Dataset entries
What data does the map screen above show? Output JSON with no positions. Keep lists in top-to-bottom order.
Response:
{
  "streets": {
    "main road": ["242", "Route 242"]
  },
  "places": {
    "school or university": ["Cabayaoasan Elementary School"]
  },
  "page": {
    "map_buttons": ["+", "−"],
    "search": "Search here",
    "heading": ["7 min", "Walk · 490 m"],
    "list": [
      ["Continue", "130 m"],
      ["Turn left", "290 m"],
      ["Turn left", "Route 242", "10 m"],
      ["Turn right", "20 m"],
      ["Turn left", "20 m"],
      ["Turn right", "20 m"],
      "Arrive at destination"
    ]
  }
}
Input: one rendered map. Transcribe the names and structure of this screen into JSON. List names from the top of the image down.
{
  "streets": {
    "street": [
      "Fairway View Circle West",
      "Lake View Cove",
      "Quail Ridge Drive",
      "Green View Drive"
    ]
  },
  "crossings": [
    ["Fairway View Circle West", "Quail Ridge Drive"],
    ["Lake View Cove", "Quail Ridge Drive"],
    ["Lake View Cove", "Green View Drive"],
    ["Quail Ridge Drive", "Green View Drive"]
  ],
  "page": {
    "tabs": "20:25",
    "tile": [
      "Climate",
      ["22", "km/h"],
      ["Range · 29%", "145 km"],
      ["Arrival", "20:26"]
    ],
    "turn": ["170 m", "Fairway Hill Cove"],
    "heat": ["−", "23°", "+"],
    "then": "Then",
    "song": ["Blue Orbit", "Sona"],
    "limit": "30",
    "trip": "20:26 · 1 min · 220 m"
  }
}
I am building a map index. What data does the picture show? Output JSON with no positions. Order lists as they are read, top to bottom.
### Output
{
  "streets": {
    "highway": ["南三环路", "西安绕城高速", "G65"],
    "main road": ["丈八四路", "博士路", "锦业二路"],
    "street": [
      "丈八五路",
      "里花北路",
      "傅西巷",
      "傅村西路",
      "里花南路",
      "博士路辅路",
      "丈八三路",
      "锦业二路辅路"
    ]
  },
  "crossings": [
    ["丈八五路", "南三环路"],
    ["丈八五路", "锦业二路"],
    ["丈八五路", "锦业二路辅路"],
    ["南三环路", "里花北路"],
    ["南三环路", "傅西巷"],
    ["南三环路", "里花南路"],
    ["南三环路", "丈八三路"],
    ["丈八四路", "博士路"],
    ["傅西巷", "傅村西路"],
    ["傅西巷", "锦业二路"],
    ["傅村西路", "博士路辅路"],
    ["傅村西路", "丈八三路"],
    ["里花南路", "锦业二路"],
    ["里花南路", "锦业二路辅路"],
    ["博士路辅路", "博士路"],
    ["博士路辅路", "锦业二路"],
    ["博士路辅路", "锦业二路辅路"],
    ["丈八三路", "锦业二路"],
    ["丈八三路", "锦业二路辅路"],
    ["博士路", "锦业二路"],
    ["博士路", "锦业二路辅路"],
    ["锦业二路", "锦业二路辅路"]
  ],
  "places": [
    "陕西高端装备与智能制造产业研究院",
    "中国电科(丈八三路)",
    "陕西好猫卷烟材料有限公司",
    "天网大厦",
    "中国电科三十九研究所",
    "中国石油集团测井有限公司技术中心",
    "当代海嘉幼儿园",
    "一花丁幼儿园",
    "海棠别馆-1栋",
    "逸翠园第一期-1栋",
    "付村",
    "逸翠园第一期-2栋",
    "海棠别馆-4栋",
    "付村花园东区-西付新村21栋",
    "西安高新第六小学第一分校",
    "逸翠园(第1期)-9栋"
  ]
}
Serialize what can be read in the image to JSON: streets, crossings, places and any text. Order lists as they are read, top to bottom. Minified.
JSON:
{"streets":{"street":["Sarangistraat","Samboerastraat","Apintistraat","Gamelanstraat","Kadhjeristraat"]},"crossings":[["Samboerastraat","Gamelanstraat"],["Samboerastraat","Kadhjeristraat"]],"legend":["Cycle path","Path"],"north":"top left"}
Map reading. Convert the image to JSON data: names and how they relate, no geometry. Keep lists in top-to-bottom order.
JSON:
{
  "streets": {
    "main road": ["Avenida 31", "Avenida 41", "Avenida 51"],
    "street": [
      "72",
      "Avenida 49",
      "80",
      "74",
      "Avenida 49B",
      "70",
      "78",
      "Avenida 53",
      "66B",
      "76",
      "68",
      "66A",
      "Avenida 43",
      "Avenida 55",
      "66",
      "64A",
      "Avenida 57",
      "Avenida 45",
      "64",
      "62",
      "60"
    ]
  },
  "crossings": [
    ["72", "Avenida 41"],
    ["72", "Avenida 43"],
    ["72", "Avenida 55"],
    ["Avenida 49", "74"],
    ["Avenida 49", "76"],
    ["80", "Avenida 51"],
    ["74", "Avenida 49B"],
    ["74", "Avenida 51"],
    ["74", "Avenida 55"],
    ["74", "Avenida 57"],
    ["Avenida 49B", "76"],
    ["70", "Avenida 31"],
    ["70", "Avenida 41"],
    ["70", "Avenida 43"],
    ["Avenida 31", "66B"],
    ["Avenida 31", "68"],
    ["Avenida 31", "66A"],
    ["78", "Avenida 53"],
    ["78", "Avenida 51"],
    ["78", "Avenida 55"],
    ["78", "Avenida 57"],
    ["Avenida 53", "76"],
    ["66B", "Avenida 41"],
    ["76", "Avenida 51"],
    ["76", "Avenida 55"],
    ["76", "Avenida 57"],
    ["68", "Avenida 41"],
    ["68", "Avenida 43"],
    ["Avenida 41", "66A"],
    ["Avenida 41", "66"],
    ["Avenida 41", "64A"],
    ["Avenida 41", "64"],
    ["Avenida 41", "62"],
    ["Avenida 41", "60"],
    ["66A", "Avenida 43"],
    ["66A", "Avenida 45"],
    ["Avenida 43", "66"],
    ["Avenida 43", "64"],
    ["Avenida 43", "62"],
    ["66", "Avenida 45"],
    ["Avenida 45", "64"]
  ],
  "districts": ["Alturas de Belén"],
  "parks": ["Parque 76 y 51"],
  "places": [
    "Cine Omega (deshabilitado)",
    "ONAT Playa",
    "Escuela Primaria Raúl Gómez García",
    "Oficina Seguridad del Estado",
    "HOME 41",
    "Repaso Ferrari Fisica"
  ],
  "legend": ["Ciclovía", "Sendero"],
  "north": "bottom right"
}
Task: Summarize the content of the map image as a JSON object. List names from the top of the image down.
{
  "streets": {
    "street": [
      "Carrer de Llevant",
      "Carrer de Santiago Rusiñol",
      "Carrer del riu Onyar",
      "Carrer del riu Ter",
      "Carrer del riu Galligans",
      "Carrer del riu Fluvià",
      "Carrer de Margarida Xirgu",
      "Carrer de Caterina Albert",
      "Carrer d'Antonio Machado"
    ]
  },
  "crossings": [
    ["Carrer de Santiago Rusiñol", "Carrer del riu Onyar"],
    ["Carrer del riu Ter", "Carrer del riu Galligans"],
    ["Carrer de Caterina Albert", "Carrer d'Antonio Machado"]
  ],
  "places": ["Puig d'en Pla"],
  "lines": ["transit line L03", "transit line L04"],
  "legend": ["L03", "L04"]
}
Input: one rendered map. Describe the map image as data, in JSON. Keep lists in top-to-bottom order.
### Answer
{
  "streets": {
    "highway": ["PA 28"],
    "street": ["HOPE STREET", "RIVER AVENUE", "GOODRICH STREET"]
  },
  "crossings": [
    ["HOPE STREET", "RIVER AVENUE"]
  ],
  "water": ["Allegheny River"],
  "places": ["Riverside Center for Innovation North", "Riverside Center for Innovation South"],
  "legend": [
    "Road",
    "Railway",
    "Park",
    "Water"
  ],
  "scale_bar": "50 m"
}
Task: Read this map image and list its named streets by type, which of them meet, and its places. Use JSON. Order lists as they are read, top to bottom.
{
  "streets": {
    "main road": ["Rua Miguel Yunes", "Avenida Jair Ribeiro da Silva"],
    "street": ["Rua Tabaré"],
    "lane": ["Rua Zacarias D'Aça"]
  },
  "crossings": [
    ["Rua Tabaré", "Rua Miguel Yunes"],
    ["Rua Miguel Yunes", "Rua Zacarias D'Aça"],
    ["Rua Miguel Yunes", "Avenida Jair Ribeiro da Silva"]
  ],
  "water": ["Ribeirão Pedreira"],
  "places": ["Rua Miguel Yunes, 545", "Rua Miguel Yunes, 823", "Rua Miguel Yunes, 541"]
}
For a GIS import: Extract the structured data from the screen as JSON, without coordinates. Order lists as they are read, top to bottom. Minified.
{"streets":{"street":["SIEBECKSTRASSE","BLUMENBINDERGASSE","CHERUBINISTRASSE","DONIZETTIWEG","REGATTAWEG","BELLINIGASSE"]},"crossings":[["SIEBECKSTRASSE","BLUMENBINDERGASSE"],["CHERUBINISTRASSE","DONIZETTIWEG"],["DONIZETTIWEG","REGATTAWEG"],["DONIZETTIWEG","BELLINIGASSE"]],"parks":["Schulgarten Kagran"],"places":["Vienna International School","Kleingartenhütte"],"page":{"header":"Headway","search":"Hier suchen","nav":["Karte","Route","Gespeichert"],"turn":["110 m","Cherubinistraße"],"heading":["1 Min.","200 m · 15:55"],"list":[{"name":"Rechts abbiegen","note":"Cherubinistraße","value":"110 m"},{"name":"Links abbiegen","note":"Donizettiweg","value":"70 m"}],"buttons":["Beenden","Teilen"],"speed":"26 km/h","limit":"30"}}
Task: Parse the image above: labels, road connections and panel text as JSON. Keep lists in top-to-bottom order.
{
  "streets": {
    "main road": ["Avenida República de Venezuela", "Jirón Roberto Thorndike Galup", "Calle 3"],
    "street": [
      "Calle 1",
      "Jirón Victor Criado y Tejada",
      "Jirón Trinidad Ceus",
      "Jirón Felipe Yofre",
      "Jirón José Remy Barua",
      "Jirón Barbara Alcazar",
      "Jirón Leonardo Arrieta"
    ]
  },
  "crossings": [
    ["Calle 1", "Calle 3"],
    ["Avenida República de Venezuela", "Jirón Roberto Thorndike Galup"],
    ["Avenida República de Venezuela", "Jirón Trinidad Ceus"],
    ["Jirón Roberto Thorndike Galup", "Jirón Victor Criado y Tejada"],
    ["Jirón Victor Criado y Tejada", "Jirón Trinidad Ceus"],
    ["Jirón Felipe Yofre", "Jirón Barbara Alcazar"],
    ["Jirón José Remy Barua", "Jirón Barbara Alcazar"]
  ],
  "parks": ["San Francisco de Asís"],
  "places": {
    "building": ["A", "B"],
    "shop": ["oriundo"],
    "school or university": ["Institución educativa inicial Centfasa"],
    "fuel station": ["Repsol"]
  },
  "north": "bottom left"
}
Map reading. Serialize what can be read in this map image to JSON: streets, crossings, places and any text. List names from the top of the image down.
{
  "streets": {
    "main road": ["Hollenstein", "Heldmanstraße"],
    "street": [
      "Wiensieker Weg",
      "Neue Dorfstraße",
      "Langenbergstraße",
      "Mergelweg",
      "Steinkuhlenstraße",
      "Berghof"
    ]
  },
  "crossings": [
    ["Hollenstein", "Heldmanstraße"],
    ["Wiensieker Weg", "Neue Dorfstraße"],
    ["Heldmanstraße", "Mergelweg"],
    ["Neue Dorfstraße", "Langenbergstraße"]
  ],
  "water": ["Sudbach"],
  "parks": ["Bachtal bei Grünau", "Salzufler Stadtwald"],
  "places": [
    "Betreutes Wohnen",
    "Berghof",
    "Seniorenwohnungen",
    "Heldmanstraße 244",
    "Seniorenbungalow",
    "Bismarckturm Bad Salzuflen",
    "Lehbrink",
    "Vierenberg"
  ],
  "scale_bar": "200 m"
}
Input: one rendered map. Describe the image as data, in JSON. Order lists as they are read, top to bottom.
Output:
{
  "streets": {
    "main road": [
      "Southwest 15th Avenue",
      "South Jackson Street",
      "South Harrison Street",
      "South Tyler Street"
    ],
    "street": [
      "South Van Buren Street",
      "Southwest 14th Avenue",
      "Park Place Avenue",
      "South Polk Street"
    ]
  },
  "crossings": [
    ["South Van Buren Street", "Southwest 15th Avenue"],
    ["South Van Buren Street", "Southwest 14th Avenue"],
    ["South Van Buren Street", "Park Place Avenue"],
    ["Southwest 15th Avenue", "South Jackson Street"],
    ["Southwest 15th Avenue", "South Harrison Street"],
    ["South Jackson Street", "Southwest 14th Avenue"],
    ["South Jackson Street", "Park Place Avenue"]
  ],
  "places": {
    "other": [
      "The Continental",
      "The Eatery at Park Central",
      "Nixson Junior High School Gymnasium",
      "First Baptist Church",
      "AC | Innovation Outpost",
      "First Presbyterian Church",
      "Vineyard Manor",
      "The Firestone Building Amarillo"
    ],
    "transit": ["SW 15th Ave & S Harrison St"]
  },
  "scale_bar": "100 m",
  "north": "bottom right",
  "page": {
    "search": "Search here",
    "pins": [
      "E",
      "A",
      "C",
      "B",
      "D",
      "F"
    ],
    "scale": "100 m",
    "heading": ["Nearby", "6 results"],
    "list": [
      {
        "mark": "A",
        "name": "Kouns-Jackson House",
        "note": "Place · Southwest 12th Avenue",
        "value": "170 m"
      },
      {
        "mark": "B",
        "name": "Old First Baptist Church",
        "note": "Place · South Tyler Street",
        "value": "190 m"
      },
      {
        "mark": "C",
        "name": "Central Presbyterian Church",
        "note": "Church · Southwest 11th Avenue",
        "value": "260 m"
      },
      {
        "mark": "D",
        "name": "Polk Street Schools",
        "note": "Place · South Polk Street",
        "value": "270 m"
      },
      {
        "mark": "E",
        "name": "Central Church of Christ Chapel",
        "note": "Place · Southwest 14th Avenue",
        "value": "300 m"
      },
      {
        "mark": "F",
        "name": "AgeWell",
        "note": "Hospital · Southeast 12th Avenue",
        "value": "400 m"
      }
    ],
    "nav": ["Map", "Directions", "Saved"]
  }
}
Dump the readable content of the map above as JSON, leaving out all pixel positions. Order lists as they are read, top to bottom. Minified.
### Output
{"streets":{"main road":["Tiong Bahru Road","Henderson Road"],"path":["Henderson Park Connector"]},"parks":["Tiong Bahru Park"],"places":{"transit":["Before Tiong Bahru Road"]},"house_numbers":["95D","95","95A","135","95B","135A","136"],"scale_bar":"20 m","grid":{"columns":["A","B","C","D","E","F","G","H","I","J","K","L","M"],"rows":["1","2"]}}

### TASK PROMPT
Looking through the records, copy out every line in which the word "path" is found.

### EXERCISE RESULT
{"streets":{"street":["Sarangistraat","Samboerastraat","Apintistraat","Gamelanstraat","Kadhjeristraat"]},"crossings":[["Samboerastraat","Gamelanstraat"],["Samboerastraat","Kadhjeristraat"]],"legend":["Cycle path","Path"],"north":"top left"}
{"streets":{"main road":["Tiong Bahru Road","Henderson Road"],"path":["Henderson Park Connector"]},"parks":["Tiong Bahru Park"],"places":{"transit":["Before Tiong Bahru Road"]},"house_numbers":["95D","95","95A","135","95B","135A","136"],"scale_bar":"20 m","grid":{"columns":["A","B","C","D","E","F","G","H","I","J","K","L","M"],"rows":["1","2"]}}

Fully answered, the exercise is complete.